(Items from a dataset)
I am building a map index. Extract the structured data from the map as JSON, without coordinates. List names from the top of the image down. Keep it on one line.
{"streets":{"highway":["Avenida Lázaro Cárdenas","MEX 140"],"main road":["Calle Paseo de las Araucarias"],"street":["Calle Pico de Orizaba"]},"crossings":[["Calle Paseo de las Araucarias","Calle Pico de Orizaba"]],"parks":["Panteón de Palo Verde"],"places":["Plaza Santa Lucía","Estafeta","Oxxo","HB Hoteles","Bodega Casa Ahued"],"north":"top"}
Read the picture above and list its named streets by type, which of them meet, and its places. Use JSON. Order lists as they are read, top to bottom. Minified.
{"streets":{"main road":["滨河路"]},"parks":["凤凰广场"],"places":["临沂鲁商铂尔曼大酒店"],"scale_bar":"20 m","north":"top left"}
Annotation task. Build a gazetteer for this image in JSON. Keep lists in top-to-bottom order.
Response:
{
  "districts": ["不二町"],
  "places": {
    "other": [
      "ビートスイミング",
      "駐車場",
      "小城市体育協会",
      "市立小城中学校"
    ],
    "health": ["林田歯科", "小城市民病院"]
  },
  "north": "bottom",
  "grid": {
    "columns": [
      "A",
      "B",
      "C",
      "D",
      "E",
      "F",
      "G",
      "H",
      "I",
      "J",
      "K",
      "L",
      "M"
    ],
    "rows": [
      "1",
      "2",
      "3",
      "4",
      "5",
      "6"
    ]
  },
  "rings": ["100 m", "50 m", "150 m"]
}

--

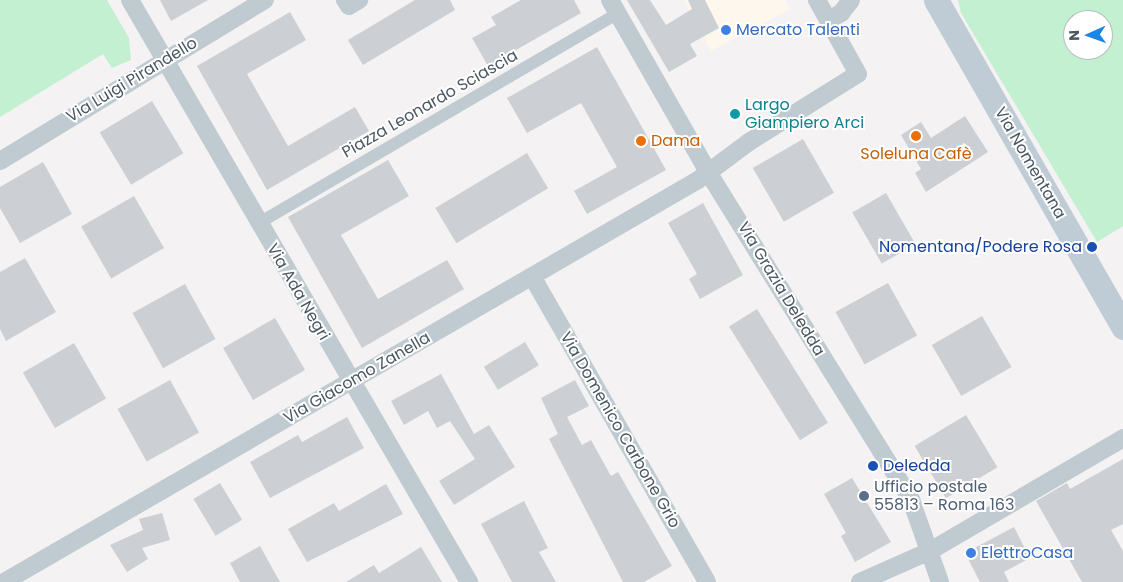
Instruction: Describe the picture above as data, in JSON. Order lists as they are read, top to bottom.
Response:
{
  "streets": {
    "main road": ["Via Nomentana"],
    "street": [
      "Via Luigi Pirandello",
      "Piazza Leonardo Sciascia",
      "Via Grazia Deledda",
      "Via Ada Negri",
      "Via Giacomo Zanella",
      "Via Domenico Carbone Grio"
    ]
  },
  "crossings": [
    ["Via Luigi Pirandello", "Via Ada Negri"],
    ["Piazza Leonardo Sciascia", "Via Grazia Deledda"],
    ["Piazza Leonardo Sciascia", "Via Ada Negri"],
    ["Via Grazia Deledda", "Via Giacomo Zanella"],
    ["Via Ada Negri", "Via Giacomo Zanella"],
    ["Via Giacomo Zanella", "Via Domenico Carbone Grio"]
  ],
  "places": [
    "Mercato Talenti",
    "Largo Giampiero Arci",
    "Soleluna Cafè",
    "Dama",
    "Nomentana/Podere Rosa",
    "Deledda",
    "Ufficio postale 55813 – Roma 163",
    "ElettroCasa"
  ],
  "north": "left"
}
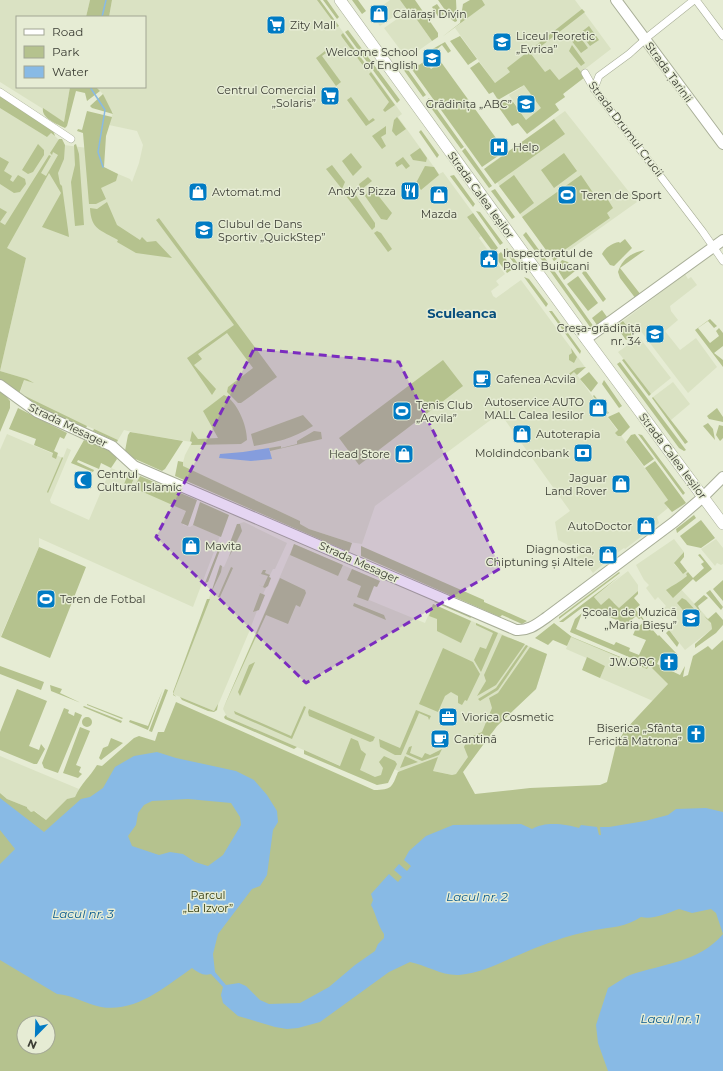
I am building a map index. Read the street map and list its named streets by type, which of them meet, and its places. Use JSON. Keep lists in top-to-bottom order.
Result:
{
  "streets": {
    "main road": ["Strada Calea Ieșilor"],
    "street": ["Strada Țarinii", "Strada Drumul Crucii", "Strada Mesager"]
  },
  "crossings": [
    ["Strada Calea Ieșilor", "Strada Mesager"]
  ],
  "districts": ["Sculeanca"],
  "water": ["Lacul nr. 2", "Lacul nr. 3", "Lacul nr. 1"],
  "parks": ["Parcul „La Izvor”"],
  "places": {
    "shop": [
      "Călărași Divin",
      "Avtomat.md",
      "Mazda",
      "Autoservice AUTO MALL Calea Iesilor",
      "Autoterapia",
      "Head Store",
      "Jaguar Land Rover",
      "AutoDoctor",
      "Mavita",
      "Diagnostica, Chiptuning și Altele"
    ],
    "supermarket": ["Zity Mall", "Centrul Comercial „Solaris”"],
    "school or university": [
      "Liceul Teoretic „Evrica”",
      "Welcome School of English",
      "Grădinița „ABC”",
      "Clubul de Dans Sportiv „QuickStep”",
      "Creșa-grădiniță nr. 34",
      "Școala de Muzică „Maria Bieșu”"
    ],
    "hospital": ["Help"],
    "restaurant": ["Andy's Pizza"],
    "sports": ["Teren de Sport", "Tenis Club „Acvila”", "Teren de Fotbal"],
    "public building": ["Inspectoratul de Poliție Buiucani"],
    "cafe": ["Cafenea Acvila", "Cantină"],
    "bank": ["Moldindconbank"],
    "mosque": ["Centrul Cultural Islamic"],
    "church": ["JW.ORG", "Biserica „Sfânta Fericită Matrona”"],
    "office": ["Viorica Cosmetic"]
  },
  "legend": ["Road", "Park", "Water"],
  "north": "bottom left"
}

About this task » Look above for the line with "Instruction: Describe the" and the line with "I am building a map index. Read", then copy them and all lines in between exactly as written, and only those, without any pictures.

Exercise solution »
Instruction: Describe the picture above as data, in JSON. Order lists as they are read, top to bottom.
Response:
{
  "streets": {
    "main road": ["Via Nomentana"],
    "street": [
      "Via Luigi Pirandello",
      "Piazza Leonardo Sciascia",
      "Via Grazia Deledda",
      "Via Ada Negri",
      "Via Giacomo Zanella",
      "Via Domenico Carbone Grio"
    ]
  },
  "crossings": [
    ["Via Luigi Pirandello", "Via Ada Negri"],
    ["Piazza Leonardo Sciascia", "Via Grazia Deledda"],
    ["Piazza Leonardo Sciascia", "Via Ada Negri"],
    ["Via Grazia Deledda", "Via Giacomo Zanella"],
    ["Via Ada Negri", "Via Giacomo Zanella"],
    ["Via Giacomo Zanella", "Via Domenico Carbone Grio"]
  ],
  "places": [
    "Mercato Talenti",
    "Largo Giampiero Arci",
    "Soleluna Cafè",
    "Dama",
    "Nomentana/Podere Rosa",
    "Deledda",
    "Ufficio postale 55813 – Roma 163",
    "ElettroCasa"
  ],
  "north": "left"
}
I am building a map index. Read the street map and list its named streets by type, which of them meet, and its places. Use JSON. Keep lists in top-to-bottom order.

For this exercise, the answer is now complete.